Python solution:
import numpy as np
import time
def compute(A, AU):
A[:,:] = 0
# Put every 8 columns in AU into A
for i in range(A.shape[1]):
A[:, i//8] = np.bitwise_or(A[:, i//8], np.left_shift(AU[:, i], i % 8))
colm = int(20000/8)
rows = 10000
cols = int(colm*8)
AU = np.random.randint(2,size=(rows, cols),dtype=np.int8)
start_time = time.time()
A = np.empty((rows,colm), dtype=np.uint8)
start_time = time.time()
compute(A, AU)
end_time = time.time()
print(end_time - start_time)
Packs bits in 1/2 second
Same code in C:
#include <stdio.h>
#include <stdlib.h>
#include <time.h>
int main(int argc, char* argv[]) {
int colm = 200000/8;
int rows = 10000;
int cols = colm*8;
unsigned char *A = (unsigned char *)malloc(rows * colm * sizeof(unsigned char));
unsigned char *AU = (unsigned char *)malloc(rows * cols * sizeof(unsigned char));
int i, j;
clock_t begin;
clock_t end;
double time_spent;
begin = clock();
// Create AU
for (i = 0; i < rows; i++)
for (j = 0; j < cols; j++)
*(AU + i*cols + j) = (unsigned char) (rand() & 0x01);
end = clock();
time_spent = (double)(end - begin) / CLOCKS_PER_SEC;
printf("%lf seconds to create AU\n", time_spent);
begin = clock();
// Create a zeroed out A
for (i = 0; i < rows; i++)
for (j = 0; j < colm; j++)
*(A + i*colm + j) = (unsigned char) 0;
end = clock();
time_spent = (double)(end - begin) / CLOCKS_PER_SEC;
printf("%lf seconds to create A\n", time_spent);
begin = clock();
// Pack into bits
for (i = 0; i < rows; i++)
for (j = 0; j < colm; j++) {
int au_idx = i*cols + j*8;
for (int k=0; k<8; k++)
*(A + i*colm + j) |= *(AU + au_idx + k) << k;
}
end = clock();
time_spent = (double)(end - begin) / CLOCKS_PER_SEC;
printf("%lf seconds to pack\n", time_spent);
free(A);
free(AU);
return 0;
}
Tested with colm=200,000. Bit packing takes 0.27 seconds against 0.64 seconds for the optimized Python version provided by Jérôme Richard.
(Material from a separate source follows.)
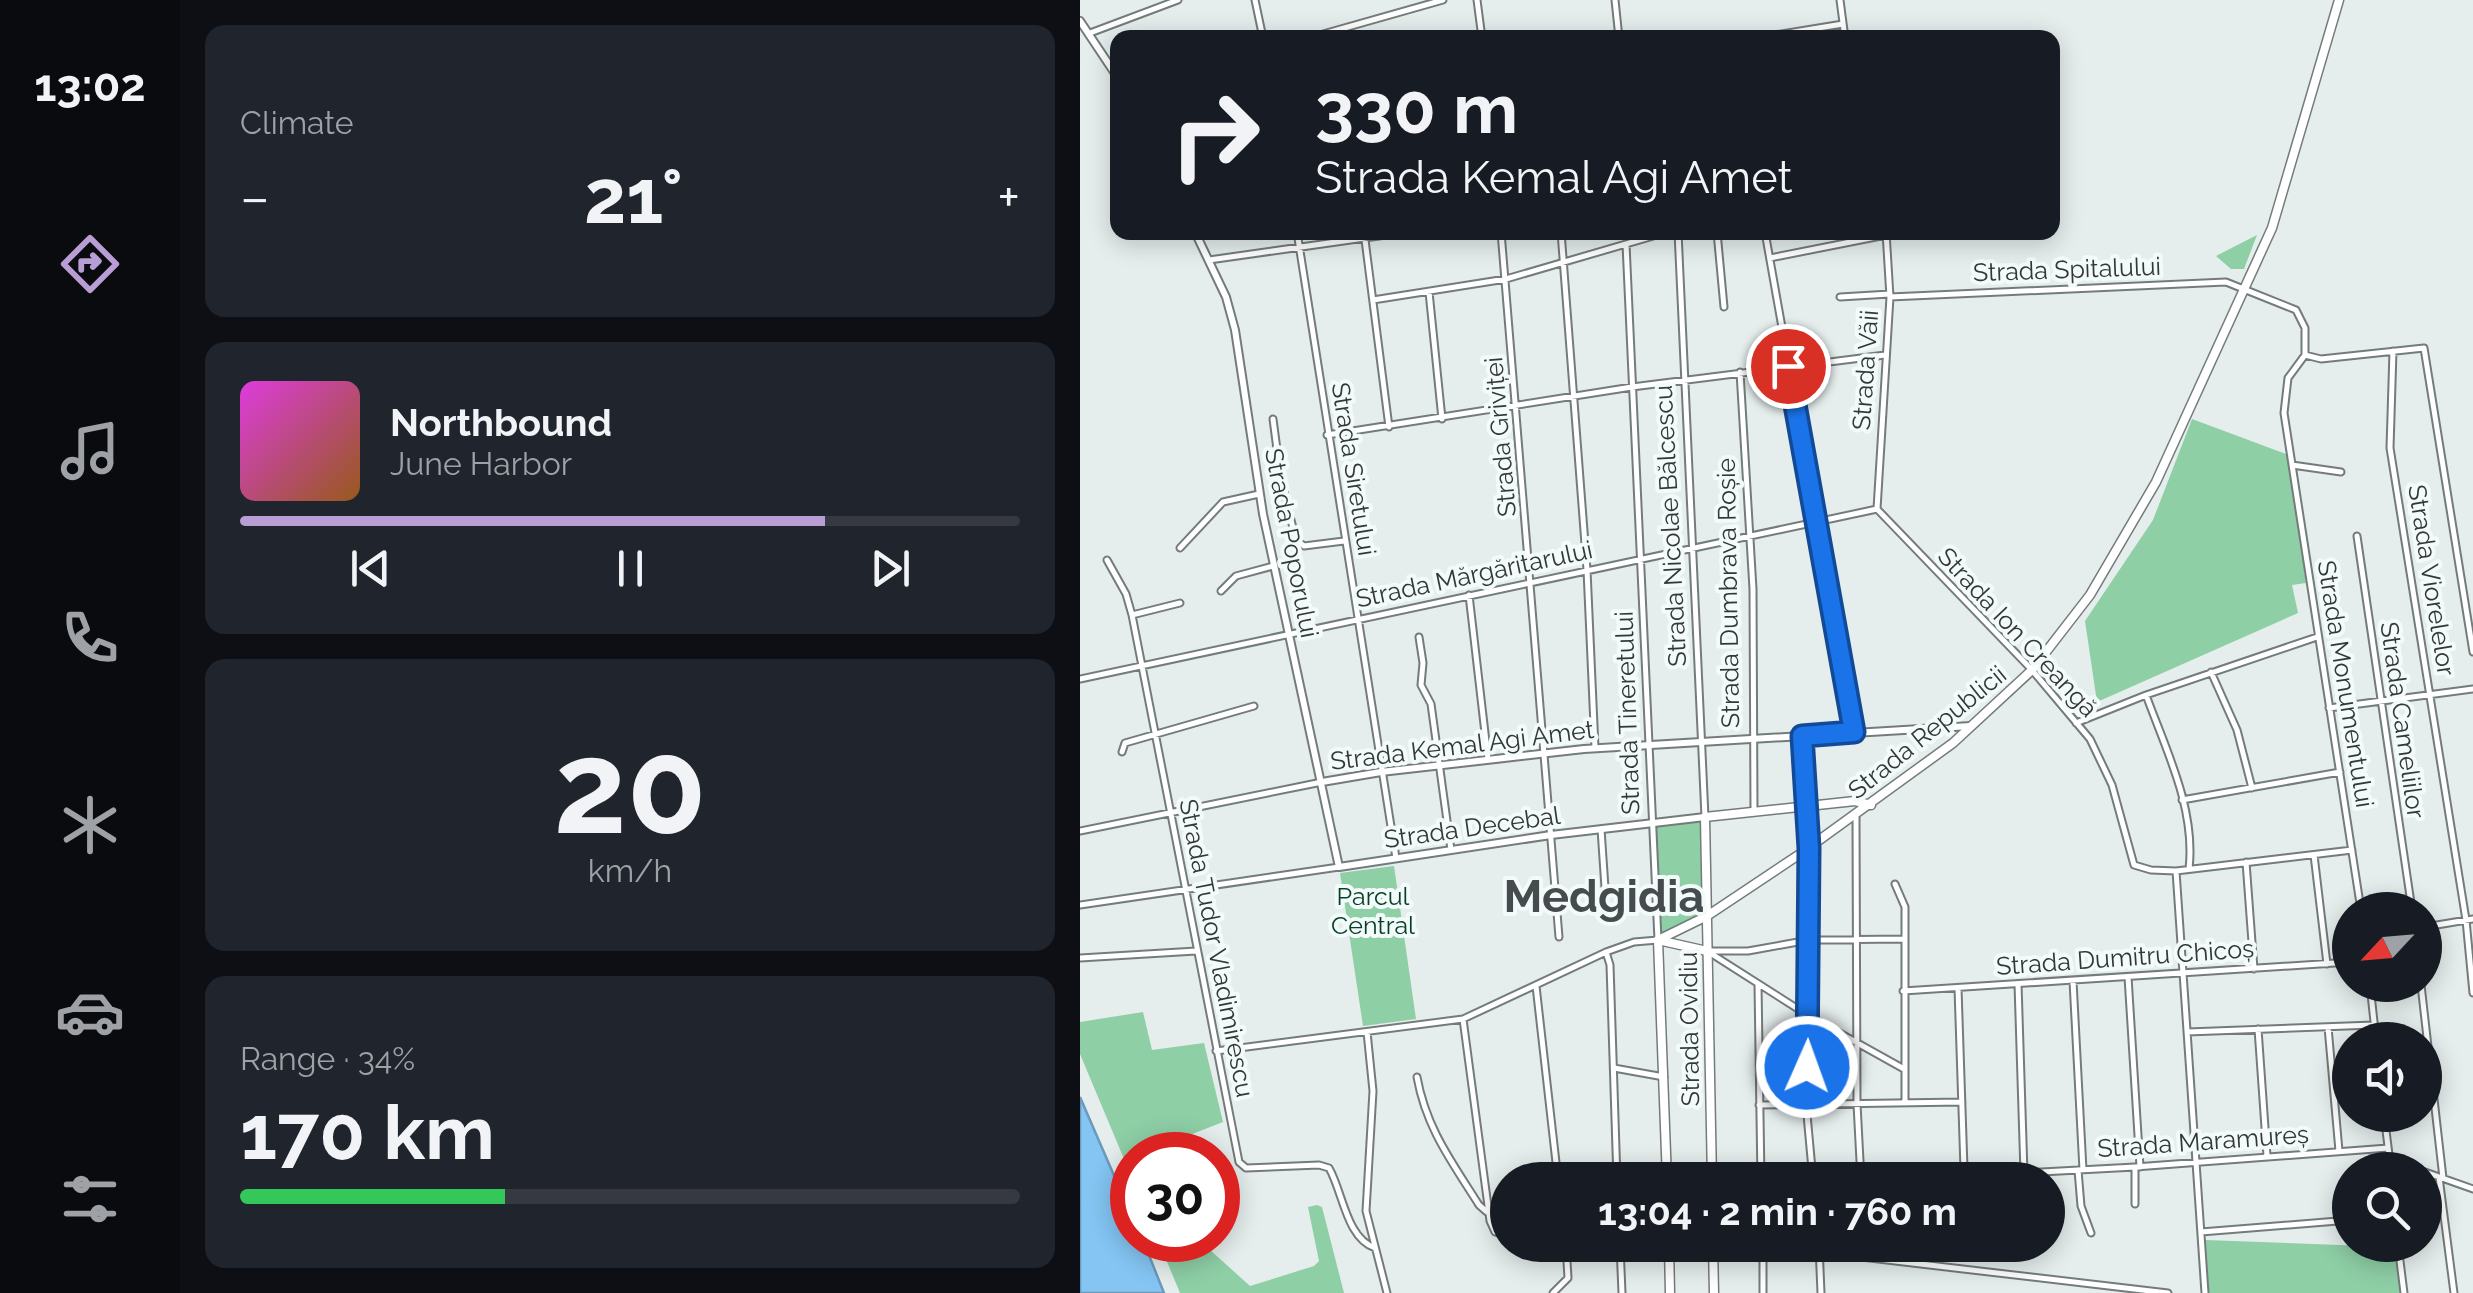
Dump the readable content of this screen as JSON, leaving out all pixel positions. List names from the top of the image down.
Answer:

Calls to rand() are expensive and greatly increase overall runtime. In terms of memory, the C version peaks at 2GB against Python's 4.2GB. Further code optimization and parallelization would certainly reduce runtime.
Julia version:
using Random
colm = 200000÷8
rows = 30000
cols = colm*8
AU = zeros(UInt8, (rows, cols))
rand!(AU)
AU .&= 0x01
A = zeros(UInt8, (rows, colm))
function compute(A, AU)
for i in 1:size(A)[2]
start_col = (i-1) << 3
@views A[:, i] .= AU[:, start_col + 1] .|
(AU[:, start_col + 2] .<< 1) .|
(AU[:, start_col + 3] .<< 2) .|
(AU[:, start_col + 4] .<< 3) .|
(AU[:, start_col + 5] .<< 4) .|
(AU[:, start_col + 6] .<< 5) .|
(AU[:, start_col + 7] .<< 6) .|
(AU[:, start_col + 8] .<< 7)
end
end
@time compute(A, AU)
Julia scales well in terms of performance. Results with colm=25,000 and rows=30,000:
Language Total Run Time (secs) Bit Packing Time (secs) Peak Memory (GB)
Python 22.1 3.0 6
Julia 11.7 1.2 6